When our pups pass, we’ve realized that it would not be fair to purchase new dogs since we will be most likely out & about involved in soccer, clubs, etc. Not wanting to have a stage without pets, I slipped the idea of birds to Larry much the same way one would their spouse a valium in their wine. (Hey, I didn’t say I did it, just that it’s similar.)
So leaving out many of the details, I asked and he agreed that we could eventually get birds. A week later, I brought home a parakeet that I brought on Craigslist. She was blue and we named her Dory, in honor of the little blue fish in our son’s favorite movie. After seeing a picture of the bird, my mother informed us that Dory was indeed a boy. Rather than deal with gender identification issues, we dropped the name Dory immediately.

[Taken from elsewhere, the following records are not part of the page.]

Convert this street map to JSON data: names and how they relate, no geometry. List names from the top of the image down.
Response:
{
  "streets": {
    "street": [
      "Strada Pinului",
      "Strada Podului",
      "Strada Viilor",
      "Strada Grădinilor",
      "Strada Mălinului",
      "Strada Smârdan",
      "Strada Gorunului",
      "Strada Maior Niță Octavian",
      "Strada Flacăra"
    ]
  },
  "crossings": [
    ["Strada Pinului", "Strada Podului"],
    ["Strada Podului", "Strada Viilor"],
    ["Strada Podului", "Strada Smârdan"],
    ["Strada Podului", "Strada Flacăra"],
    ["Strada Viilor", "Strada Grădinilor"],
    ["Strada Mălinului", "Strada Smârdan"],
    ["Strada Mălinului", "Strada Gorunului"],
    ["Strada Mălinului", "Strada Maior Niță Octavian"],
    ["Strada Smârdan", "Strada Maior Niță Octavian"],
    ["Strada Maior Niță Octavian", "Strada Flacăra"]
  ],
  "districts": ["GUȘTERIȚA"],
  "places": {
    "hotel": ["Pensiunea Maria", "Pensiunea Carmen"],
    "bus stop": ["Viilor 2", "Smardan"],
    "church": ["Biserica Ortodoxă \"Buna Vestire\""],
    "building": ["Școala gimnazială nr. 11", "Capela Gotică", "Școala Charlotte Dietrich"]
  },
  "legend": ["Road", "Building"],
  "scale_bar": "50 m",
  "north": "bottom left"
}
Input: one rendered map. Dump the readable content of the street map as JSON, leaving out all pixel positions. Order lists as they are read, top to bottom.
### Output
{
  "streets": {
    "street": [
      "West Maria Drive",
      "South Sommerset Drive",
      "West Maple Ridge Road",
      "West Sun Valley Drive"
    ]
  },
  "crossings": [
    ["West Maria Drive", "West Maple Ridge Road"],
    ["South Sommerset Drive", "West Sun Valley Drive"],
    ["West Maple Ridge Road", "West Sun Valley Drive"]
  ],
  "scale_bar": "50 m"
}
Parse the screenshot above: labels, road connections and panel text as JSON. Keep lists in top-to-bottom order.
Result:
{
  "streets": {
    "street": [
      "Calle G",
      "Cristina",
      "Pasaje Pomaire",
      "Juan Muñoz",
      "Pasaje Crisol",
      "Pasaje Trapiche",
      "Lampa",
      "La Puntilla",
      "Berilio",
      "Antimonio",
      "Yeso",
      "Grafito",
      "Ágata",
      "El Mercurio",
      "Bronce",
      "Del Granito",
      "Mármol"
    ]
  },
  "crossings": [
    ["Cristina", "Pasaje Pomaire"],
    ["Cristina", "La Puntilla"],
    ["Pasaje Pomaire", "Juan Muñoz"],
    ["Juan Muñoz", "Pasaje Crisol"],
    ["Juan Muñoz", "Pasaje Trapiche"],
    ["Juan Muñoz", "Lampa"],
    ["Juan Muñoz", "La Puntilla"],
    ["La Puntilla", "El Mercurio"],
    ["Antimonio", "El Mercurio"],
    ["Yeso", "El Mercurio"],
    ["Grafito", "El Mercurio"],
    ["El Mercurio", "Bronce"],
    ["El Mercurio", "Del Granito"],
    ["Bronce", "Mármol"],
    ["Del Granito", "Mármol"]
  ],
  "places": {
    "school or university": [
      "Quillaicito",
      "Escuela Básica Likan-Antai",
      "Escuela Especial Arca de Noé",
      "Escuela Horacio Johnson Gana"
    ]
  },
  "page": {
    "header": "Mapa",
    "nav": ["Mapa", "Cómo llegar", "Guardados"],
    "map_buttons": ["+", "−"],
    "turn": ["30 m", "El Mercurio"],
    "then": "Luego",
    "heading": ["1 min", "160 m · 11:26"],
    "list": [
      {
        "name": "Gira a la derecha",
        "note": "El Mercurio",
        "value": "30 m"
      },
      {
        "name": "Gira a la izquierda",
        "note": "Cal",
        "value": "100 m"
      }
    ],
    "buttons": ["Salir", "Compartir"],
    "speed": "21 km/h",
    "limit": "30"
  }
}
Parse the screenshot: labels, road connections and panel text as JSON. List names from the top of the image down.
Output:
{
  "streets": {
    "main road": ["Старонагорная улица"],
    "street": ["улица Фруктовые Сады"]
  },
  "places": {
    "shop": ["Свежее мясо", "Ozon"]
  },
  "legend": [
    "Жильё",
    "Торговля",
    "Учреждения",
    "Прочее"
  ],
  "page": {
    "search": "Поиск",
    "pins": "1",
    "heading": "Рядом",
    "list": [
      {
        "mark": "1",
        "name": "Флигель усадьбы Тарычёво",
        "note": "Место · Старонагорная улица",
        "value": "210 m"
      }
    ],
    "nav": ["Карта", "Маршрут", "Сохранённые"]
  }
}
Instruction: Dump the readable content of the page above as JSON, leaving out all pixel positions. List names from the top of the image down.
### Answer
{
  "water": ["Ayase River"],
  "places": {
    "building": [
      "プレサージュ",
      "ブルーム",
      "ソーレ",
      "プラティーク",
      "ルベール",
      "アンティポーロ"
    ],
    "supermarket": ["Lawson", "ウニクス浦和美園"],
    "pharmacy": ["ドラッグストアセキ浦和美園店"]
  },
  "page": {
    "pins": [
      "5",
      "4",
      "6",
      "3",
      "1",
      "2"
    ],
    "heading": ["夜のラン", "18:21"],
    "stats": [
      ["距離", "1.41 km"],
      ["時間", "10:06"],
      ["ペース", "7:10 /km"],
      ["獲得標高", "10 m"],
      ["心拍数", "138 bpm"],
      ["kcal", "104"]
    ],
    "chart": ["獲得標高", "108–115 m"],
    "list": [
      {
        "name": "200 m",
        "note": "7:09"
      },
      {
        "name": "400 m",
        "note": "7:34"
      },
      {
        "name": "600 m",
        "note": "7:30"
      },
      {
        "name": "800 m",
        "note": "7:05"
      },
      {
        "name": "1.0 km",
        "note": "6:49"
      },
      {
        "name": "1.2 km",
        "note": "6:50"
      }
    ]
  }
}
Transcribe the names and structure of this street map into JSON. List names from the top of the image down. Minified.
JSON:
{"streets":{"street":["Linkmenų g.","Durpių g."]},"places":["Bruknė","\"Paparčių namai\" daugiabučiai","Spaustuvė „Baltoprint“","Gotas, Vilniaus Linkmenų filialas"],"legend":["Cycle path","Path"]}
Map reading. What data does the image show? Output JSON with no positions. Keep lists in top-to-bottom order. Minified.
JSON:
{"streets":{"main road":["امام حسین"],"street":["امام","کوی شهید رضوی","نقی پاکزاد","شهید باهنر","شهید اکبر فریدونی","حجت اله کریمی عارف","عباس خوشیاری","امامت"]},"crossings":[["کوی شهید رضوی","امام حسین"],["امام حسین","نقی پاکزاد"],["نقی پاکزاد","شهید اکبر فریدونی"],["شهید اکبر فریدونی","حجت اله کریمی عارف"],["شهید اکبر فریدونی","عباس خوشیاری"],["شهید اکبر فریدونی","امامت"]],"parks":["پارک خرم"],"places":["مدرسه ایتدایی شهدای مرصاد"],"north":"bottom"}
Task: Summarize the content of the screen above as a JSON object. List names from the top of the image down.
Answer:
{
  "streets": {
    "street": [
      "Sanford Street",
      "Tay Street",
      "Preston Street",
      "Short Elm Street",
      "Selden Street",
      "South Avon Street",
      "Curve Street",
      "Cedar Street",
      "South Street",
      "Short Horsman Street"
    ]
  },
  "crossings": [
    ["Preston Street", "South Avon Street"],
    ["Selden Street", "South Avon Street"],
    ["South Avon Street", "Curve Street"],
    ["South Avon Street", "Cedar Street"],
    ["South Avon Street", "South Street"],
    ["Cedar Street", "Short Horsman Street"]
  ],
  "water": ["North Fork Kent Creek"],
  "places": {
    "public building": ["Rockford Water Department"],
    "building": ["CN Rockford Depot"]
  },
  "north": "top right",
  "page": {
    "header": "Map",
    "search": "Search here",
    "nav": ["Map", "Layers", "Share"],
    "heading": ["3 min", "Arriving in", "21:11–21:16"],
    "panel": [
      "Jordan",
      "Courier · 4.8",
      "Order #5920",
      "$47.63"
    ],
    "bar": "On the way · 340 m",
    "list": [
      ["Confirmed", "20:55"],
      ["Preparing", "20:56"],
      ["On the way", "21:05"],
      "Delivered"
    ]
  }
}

While we struggled through replacement names, I decided to look into getting the former-Dory, a friend. The cage was big enough and birds are naturally social creatures. I decided the sensible thing was to rescue a bird from an animal shelter.
One Thursday evening, I drove to the Arlington Animal Welfare League. After finding Honey, who I thought would be a good match to not-yet-named-bird-at-home, I inquired about the adoption process. Keep in mind that many people here are volunteers and on the volunteer ladder, these folks are about one notch below volunteer librarians. Paperwork then needed to be filled out and it was so heavily focus on dogs & cats that I left much of it blank.
The blank responses puzzled Tom, my young volunteer. He had to ask other volunteers (imagine the collective intelligence at work) if I needed to bring in my other animals to meet this bird. He was unsure whether a home visit was required or not. (FYI-it doesn’t however you need to bring in a picture of the cage.) And most importantly, have the other family members had a chance to meet Honey?
I laughed out loud but Tom didn’t smile back. I said, “You want Larry to come meet Honey? Tom, it’s a bird.” Tom consulted his paperwork and indicated that the rules said all family members must meet the animals. I cursed myself at being so accurate on these forms.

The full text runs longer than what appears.